PROBLEM DETAILS
In the records below, find the lines that include "Testigo" and copy each.

==== RECORDED INFORMATION ====

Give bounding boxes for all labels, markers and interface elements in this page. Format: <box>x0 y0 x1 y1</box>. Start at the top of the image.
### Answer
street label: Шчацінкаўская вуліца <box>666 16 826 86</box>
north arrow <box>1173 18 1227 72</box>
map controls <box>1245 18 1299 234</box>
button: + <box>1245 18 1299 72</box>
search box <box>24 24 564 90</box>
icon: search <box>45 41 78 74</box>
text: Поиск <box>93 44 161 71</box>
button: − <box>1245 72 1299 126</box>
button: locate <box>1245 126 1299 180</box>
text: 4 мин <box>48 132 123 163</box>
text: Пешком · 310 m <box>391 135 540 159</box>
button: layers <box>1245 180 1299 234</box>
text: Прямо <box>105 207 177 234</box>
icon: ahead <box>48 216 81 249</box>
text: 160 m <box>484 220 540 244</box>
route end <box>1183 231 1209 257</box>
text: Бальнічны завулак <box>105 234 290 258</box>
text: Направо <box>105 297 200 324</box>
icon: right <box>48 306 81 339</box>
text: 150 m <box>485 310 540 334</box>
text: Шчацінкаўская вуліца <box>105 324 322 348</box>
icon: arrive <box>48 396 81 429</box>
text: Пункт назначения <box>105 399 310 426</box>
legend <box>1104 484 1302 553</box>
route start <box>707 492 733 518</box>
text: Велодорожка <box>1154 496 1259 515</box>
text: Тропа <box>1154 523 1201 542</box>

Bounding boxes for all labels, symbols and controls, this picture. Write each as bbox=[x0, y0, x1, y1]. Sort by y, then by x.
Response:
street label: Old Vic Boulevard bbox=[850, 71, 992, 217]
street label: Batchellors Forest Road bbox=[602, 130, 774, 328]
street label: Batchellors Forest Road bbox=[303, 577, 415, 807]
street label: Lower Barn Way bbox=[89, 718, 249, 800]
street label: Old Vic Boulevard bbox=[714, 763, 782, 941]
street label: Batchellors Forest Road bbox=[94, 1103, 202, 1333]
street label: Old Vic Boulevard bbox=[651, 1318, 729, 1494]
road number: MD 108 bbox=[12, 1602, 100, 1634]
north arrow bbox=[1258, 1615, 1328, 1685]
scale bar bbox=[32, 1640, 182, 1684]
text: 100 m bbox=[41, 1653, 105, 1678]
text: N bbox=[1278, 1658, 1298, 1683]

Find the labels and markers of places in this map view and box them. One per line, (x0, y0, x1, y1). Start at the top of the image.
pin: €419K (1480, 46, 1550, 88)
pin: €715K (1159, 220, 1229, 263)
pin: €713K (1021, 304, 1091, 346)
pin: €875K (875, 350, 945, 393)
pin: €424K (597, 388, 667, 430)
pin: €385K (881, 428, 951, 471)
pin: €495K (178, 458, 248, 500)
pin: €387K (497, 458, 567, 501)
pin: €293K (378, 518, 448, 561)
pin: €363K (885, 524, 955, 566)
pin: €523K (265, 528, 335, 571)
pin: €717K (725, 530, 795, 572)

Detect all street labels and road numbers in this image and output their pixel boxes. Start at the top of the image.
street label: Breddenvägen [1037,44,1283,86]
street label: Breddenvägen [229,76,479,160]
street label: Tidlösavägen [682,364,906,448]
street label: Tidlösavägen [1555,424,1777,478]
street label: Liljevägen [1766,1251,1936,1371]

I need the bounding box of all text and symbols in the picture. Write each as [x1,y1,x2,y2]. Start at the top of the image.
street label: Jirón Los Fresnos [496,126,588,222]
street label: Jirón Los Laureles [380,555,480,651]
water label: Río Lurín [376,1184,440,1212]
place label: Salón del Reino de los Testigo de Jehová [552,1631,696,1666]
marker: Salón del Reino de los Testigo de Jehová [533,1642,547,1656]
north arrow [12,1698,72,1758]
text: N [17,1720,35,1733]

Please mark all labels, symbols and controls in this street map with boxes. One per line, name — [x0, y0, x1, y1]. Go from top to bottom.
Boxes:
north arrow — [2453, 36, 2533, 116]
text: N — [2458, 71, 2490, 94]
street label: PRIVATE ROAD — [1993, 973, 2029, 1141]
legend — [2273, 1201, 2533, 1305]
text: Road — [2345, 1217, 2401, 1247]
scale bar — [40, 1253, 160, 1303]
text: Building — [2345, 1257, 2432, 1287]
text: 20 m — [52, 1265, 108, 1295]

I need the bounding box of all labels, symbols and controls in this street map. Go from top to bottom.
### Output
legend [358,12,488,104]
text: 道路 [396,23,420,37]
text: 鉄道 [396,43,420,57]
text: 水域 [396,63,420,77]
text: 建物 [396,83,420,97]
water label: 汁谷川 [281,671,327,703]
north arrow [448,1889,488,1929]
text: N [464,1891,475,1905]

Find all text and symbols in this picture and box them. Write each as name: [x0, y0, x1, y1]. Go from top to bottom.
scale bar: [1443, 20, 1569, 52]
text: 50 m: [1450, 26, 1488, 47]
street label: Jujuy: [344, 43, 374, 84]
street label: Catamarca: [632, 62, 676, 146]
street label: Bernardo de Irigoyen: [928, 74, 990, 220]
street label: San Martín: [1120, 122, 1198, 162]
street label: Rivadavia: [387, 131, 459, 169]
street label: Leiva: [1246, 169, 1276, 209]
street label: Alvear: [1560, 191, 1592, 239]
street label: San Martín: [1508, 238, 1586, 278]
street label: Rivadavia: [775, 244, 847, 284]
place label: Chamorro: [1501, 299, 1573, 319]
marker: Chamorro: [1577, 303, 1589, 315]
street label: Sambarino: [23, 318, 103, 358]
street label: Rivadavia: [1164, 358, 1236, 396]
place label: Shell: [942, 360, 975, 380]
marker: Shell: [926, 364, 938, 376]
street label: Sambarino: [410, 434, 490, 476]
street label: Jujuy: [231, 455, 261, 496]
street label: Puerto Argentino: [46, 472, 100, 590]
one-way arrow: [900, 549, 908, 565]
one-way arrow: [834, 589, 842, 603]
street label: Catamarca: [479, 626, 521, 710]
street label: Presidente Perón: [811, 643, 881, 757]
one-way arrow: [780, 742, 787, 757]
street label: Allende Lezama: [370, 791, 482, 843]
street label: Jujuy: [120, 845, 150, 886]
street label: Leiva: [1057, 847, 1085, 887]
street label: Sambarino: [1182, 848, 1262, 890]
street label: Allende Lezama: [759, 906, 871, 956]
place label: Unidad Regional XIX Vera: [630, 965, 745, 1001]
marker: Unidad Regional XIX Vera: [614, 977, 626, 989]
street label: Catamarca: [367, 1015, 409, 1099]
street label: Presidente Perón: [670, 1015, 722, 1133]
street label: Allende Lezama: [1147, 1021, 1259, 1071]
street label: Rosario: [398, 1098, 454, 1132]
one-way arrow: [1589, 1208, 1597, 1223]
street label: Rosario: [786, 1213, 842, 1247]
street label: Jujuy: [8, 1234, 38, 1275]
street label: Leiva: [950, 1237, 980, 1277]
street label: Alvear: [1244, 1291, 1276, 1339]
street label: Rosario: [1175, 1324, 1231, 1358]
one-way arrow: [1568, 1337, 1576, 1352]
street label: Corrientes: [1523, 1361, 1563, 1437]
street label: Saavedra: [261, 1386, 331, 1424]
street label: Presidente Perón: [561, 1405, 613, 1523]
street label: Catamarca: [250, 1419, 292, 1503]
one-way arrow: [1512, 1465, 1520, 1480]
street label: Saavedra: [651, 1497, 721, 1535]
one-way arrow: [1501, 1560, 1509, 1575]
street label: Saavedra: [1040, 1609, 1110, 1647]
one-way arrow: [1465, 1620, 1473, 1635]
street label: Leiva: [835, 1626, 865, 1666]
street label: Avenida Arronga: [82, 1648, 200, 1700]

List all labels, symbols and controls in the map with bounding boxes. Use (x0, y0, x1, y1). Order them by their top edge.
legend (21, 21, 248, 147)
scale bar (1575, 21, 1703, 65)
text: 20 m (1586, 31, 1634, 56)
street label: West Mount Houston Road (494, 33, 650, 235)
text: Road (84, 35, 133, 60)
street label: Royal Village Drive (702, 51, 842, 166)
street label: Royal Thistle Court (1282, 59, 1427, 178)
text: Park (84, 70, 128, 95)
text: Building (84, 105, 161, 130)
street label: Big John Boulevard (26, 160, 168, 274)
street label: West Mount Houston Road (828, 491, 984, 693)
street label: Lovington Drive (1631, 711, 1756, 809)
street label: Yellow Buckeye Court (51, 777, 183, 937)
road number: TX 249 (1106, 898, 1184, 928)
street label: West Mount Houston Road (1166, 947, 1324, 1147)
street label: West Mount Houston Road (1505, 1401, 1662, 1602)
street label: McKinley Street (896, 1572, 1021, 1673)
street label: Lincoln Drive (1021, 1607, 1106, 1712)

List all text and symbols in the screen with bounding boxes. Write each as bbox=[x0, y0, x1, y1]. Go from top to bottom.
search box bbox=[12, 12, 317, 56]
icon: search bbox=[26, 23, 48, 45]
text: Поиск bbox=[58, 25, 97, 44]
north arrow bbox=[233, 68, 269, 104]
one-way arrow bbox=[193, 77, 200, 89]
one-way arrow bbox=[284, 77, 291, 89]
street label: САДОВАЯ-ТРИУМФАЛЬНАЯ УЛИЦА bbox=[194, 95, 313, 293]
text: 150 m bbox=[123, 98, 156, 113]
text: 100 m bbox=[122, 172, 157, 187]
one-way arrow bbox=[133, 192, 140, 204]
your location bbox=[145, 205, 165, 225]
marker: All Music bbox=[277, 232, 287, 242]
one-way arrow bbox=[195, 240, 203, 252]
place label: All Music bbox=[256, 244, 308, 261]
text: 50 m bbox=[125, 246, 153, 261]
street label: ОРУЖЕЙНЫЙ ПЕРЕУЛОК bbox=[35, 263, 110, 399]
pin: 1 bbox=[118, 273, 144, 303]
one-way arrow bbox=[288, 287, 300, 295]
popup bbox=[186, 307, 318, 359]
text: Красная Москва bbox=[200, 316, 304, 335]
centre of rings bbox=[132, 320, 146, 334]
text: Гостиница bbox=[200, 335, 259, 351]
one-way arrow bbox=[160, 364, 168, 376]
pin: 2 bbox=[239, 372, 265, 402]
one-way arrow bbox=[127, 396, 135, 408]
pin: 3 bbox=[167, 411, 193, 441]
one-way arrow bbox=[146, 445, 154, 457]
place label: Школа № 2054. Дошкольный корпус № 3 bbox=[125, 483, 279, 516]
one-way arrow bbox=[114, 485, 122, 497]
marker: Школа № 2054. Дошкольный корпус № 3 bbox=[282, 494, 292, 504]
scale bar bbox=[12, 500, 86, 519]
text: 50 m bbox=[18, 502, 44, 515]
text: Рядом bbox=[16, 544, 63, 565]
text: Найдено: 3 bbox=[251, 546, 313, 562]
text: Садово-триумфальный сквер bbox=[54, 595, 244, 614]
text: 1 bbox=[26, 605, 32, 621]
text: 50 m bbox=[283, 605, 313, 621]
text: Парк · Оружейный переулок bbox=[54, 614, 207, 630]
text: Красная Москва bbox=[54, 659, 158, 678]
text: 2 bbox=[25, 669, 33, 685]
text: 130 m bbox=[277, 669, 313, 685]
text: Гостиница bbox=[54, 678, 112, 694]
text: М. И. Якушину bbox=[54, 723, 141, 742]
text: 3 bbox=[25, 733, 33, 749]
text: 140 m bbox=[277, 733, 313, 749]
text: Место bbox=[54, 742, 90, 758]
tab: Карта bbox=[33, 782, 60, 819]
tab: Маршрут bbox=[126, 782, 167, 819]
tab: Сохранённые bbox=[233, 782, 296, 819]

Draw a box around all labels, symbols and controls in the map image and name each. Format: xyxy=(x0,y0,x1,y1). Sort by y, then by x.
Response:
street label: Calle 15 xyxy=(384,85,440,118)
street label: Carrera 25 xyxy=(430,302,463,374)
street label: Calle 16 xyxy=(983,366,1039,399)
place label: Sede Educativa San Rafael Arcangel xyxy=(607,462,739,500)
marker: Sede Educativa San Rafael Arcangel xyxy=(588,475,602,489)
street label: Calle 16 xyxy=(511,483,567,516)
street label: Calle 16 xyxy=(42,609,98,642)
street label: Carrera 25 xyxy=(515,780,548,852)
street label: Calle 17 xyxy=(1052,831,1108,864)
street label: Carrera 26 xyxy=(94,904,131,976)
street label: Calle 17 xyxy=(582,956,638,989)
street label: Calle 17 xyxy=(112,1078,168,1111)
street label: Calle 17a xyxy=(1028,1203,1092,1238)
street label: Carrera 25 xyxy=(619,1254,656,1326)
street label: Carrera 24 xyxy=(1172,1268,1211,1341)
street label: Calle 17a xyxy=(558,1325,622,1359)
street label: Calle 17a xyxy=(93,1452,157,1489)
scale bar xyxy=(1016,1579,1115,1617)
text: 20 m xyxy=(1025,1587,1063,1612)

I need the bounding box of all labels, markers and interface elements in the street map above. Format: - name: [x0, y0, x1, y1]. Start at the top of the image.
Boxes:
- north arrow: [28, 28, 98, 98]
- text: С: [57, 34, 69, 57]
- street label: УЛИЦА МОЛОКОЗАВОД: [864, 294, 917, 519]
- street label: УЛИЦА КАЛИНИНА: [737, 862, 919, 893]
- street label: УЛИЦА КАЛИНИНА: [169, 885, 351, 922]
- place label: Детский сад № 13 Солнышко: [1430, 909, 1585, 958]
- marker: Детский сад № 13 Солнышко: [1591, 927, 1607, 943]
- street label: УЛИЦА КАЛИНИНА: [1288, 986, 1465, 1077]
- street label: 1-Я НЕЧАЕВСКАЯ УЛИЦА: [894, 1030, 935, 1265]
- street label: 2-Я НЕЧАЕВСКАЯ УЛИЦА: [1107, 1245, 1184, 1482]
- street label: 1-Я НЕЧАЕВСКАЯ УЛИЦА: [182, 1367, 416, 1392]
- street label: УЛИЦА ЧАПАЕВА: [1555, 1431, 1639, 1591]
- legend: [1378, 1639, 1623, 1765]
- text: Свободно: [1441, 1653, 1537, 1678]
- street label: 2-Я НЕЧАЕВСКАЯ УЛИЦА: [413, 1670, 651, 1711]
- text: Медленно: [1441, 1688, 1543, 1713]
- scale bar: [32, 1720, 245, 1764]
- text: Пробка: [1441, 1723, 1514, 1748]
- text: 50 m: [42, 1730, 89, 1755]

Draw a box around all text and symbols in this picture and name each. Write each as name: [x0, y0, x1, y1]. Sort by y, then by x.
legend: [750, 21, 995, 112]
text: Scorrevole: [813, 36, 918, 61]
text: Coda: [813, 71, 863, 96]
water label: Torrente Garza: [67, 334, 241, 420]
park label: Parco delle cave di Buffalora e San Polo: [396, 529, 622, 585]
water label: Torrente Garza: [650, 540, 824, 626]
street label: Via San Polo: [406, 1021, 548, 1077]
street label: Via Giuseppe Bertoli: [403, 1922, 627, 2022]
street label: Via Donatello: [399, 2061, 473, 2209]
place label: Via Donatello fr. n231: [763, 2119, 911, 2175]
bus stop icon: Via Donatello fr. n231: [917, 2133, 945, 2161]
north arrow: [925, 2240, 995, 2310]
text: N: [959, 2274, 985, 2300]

====

RESPONSE BELOW
place label: Salón del Reino de los Testigo de Jehová [552,1631,696,1666]
marker: Salón del Reino de los Testigo de Jehová [533,1642,547,1656]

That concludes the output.